2024-01-02
5 min read
The AI content detector ImBD recently proposed by researchers from Fudan University and other institutions covers multi-task detection (polishing, expansion, rewriting, pure generation), and supports multiple mainstream languages such as English, Chinese, Spanish, Portuguese, etc.; it only requires 500 pairs of samples and 5 minutes of training time to surpass commercial detectors!
Nowadays, large language models (LLMs) have achieved near-human capabilities in the field of text generation. However, as these models are widely used in text creation, their abuse in areas such as exams and academic papers has caused serious concern. Especially in the current scenario, users often do not rely entirely on AI to generate content, but use AI to modify and polish human-original content. This hybrid content brings unprecedented challenges to detection.
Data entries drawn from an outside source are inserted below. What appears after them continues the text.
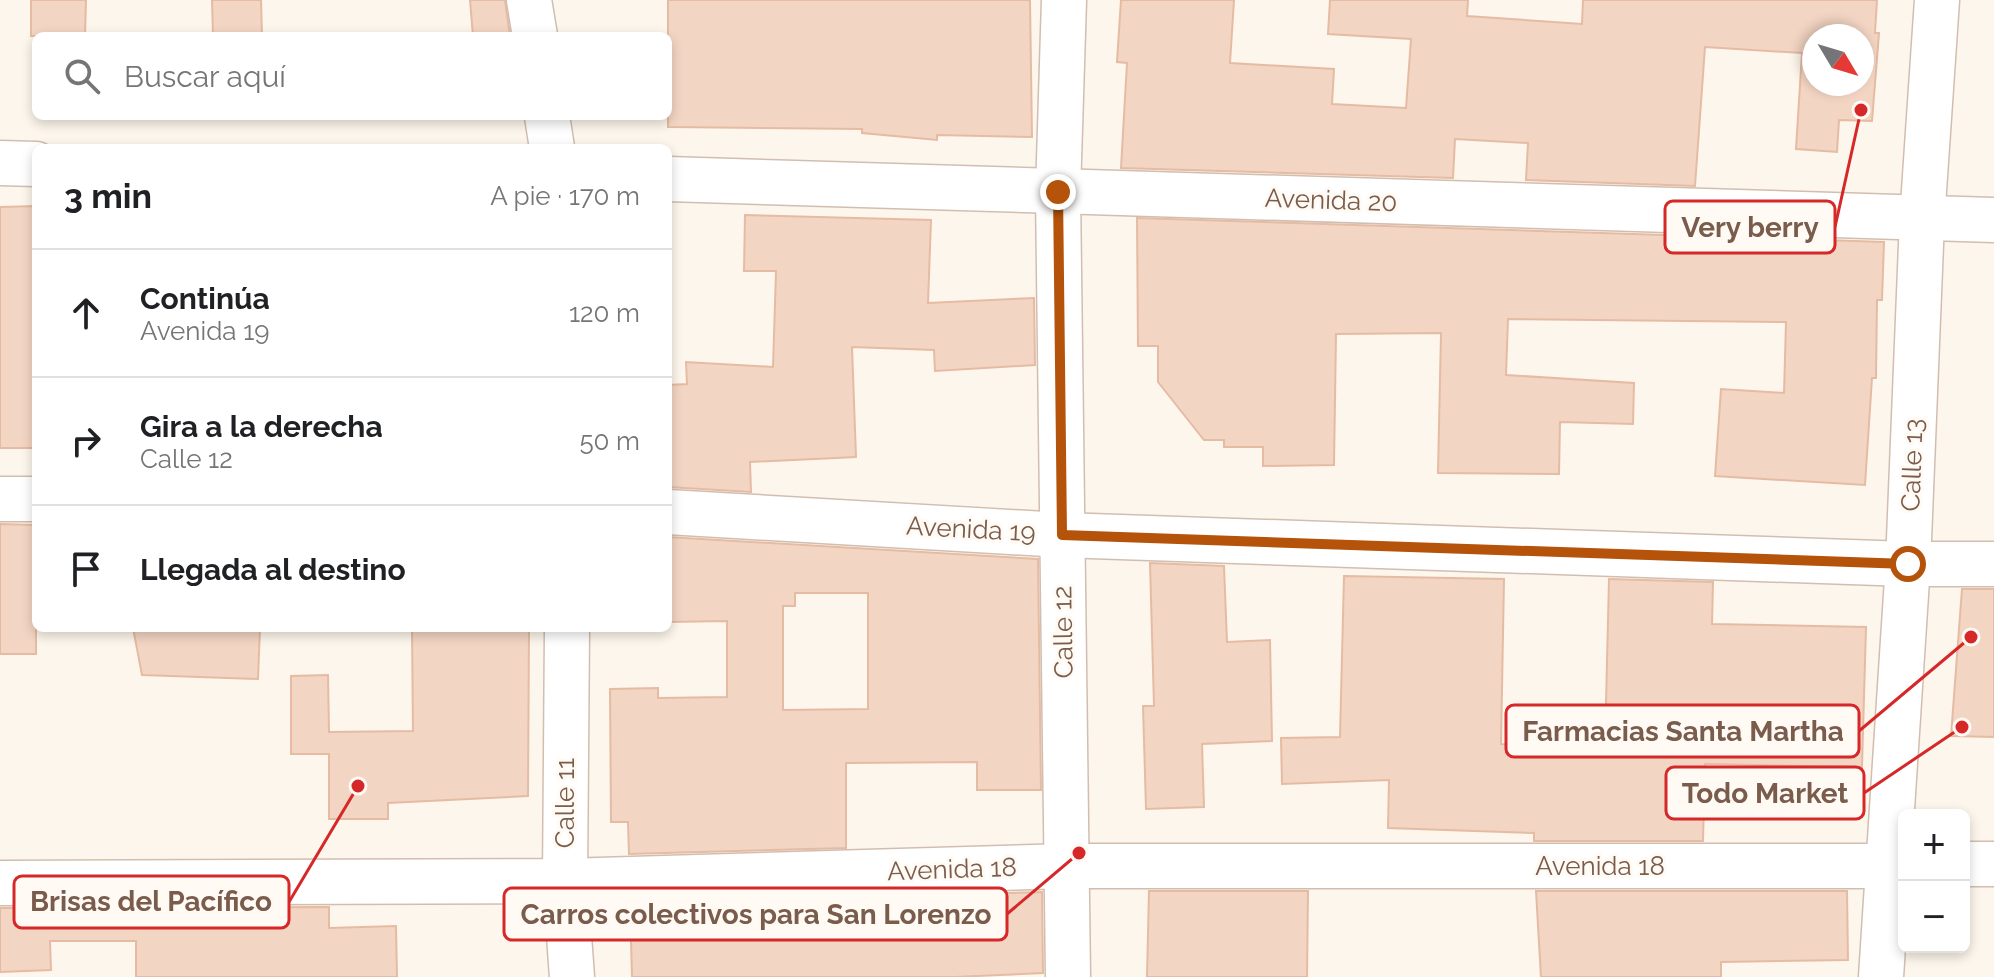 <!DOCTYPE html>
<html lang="es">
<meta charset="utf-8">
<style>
body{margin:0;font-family:Raleway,sans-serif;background:#f2f2f2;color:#202124}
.controls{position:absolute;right:24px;bottom:24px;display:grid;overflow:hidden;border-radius:12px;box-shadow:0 4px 12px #0003}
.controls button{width:72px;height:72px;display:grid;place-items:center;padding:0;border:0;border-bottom:2px solid #e0e0e0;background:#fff;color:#202124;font:40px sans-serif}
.compass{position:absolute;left:1802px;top:24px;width:72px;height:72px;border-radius:50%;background:#fff;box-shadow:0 4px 12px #0003;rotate:128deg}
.stop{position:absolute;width:24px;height:24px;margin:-18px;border:6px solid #b45309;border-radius:50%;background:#fff}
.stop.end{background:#b45309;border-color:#fff;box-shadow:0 2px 8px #0008}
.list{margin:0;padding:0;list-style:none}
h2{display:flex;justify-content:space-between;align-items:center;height:104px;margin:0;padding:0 32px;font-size:34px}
h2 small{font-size:26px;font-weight:400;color:#757577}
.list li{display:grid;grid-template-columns:52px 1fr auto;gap:24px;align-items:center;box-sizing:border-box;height:128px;padding:0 32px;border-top:2px solid #e0e0e0}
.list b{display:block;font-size:30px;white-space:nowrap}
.list p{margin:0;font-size:26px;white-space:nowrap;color:#757577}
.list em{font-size:26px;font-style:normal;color:#757577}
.icon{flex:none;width:44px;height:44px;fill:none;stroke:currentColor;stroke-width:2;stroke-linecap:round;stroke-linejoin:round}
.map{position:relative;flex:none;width:1994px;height:977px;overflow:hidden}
.search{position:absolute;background:#fff;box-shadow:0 4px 12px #0003;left:32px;top:32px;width:640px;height:88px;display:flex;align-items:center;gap:20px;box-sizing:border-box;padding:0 28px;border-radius:12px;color:#757577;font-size:30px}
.panel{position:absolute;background:#fff;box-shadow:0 4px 12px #0003;left:32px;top:144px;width:640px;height:488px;border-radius:12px}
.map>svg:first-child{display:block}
.building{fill:#f3d5c3;stroke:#e6bba3;stroke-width:2;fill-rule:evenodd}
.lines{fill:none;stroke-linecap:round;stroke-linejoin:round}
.minor-casing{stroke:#d1beb0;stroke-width:47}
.minor{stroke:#fff;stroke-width:44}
.route{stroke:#b45309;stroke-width:10}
.labels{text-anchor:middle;stroke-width:6;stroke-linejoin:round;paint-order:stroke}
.street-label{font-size:26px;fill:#7a5c4d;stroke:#fffaf3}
.leader{fill:none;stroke:#d62828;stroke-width:3}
.callout-dot{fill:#d62828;stroke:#fffaf3;stroke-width:3}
.callout{fill:#fffaf3;stroke:#d62828;stroke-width:3}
.callout-label{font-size:28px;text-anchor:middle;font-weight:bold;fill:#7a5c4d}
</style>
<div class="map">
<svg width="1994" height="977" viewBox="0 0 1994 977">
<rect width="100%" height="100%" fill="#fdf6ec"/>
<!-- building -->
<g class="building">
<polygon points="31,0 86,0 85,36 31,36"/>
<polygon points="212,0 261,0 262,36 213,36"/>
<polygon points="470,0 505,0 510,36 473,36"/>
<polygon points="668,0 1030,0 1032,137 937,135 937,140 862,133 862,129 668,127"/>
<path d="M1121,0H1234L1230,63L1334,69L1332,104L1406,108L1411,39L1328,34L1330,0H1468L1467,16L1582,24L1583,0H1877L1875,33H1879L1872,121L1839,120L1837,152L1796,149L1802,53L1705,47L1695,186L1526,180L1528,143L1455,139L1453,178L1121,168L1127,63L1117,62ZM1814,36H1862V84H1814Z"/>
<polygon points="36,206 36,448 0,448 0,207"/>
<polygon points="745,215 931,220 928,303 1034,298 1035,365 935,371 934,350 852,347 856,457 750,462 751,492 668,487 668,385 687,384 686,362 773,367 776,271 744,271"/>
<polygon points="1137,218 1884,242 1882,300 1877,300 1876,378 1872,378 1865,485 1715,476 1721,389 1784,393 1786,322 1508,319 1506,375 1634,383 1633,424 1560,422 1559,474 1438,473 1441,333 1336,334 1334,465 1263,466 1263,447 1224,447 1224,440 1204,440 1158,382 1158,346 1138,346"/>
<polygon points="0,524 36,525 36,654 0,654"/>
<path d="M668,537L1038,559L1041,790H977V762L846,763V848L629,854L628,822H611L610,689L658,688V698L727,697V621L668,622ZM795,593H868V709L783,710V606H795Z"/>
<polygon points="1150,563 1224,566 1227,642 1270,640 1272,741 1202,744 1204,807 1146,809 1143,706 1154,706"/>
<polygon points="1344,576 1504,579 1501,744 1605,745 1609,579 1713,582 1712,624 1866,627 1862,767 1705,764 1703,841 1534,841 1534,833 1388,828 1389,780 1282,784 1281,738 1340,737"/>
<polygon points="1962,589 1994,589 1994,737 1951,736"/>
<polygon points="133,628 260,628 258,679 142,675"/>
<polygon points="412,628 529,628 528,796 388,803 388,819 329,819 329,754 291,754 291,676 328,675 329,732 413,731"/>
<polygon points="1149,891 1308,891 1307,977 1147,977"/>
<polygon points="1536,891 1847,891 1848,960 1721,962 1721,977 1541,977"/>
<polygon points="1042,892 1043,973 955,977 632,977 630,904"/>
<polygon points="329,907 329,928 396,926 397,977 136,977 136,941 50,941 51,970 0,972 0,908"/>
</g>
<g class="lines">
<!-- minor casing -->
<g class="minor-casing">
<g id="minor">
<polyline points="529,0 535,36"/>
<polyline points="1064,0 1058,192 1068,977"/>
<polyline points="547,116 552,148"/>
<polyline points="0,163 36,164"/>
<polyline points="668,179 1994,220"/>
<polyline points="0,499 36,499"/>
<polyline points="668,512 1062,535 1908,564 1994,564"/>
<polyline points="567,628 565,881 572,977"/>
<polyline points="1964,864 1994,864"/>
<polyline points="0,883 565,881 1067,866 1904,866"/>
<polyline points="1881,977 1908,564 1922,220 1937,0"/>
</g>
</g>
<!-- minor -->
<use href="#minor" class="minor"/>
</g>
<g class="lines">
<!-- route -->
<polyline class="route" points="1058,192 1062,535 1908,564"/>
</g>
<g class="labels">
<!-- street labels -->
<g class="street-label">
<text transform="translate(1331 200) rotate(2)" y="9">Avenida 20</text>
<text transform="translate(1912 465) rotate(-88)" y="9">Calle 13</text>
<text transform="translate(971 529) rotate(3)" y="9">Avenida 19</text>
<text transform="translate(1063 632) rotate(-91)" y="9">Calle 12</text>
<text transform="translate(565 803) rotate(-90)" y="9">Calle 11</text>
<text x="1600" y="875">Avenida 18</text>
<text transform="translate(952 869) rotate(-2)" y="9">Avenida 18</text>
</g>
</g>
<!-- callouts -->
<path class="leader" d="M1861 110L1835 227M1971 637L1859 731M1962 727L1864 793M358 786L289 902M1079 853L1007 914"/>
<g class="callout-dot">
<circle cx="1861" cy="110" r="8"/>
<circle cx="1971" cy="637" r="8"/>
<circle cx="1962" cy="727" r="8"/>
<circle cx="358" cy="786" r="8"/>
<circle cx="1079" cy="853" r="8"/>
</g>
<g class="callout">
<rect x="1665" y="201" width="170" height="52" rx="8"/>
<rect x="1506" y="705" width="353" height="52" rx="8"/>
<rect x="1666" y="767" width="198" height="52" rx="8"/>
<rect x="14" y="876" width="275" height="52" rx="8"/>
<rect x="504" y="888" width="503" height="52" rx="8"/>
</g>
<g class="callout-label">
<text x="1750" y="237">Very berry</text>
<text x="1683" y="741">Farmacias Santa Martha</text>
<text x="1765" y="803">Todo Market</text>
<text x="151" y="911">Brisas del Pacífico</text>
<text x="756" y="924">Carros colectivos para San Lorenzo</text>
</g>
</svg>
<div class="controls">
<button>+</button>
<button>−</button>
</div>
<svg class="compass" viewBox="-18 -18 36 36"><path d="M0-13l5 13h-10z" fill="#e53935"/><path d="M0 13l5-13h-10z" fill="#757577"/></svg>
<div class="stop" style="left:1908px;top:564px"></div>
<div class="stop end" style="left:1058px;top:192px"></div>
<div class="search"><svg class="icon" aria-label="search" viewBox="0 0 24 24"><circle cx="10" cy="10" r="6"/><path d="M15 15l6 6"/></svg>Buscar aquí</div>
<section class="panel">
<h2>3 min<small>A pie · 170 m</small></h2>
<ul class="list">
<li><svg class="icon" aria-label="ahead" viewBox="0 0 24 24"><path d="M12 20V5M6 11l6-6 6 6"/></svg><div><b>Continúa</b><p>Avenida 19</p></div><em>120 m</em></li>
<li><svg class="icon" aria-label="right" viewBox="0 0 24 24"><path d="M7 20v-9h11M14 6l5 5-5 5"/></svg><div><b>Gira a la derecha</b><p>Calle 12</p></div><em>50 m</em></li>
<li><svg class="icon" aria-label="arrive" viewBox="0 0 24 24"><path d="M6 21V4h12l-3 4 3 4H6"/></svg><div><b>Llegada al destino</b></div></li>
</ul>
</section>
</div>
Traditional machine-generated text detection methods perform well in identifying pure AI-generated content, but often misjudge machine-revised text. This is because machine-revised texts usually only make minor changes to the original human text, and contain a large number of human-created features and domain-specific terms, which makes it difficult for traditional detection methods based on probability statistics to accurately identify.
Recently, research teams from Fudan University, South China University of Technology, Wuhan University, UCSD, UIUC and other institutions proposed an innovative detection framework ImBD (Imitate Before Detect), which cuts in from the perspective of "imitation": by first learning and imitating the writing style features of the machine (such as specific vocabulary preferences, sentence structures, etc.), and then detecting based on these features.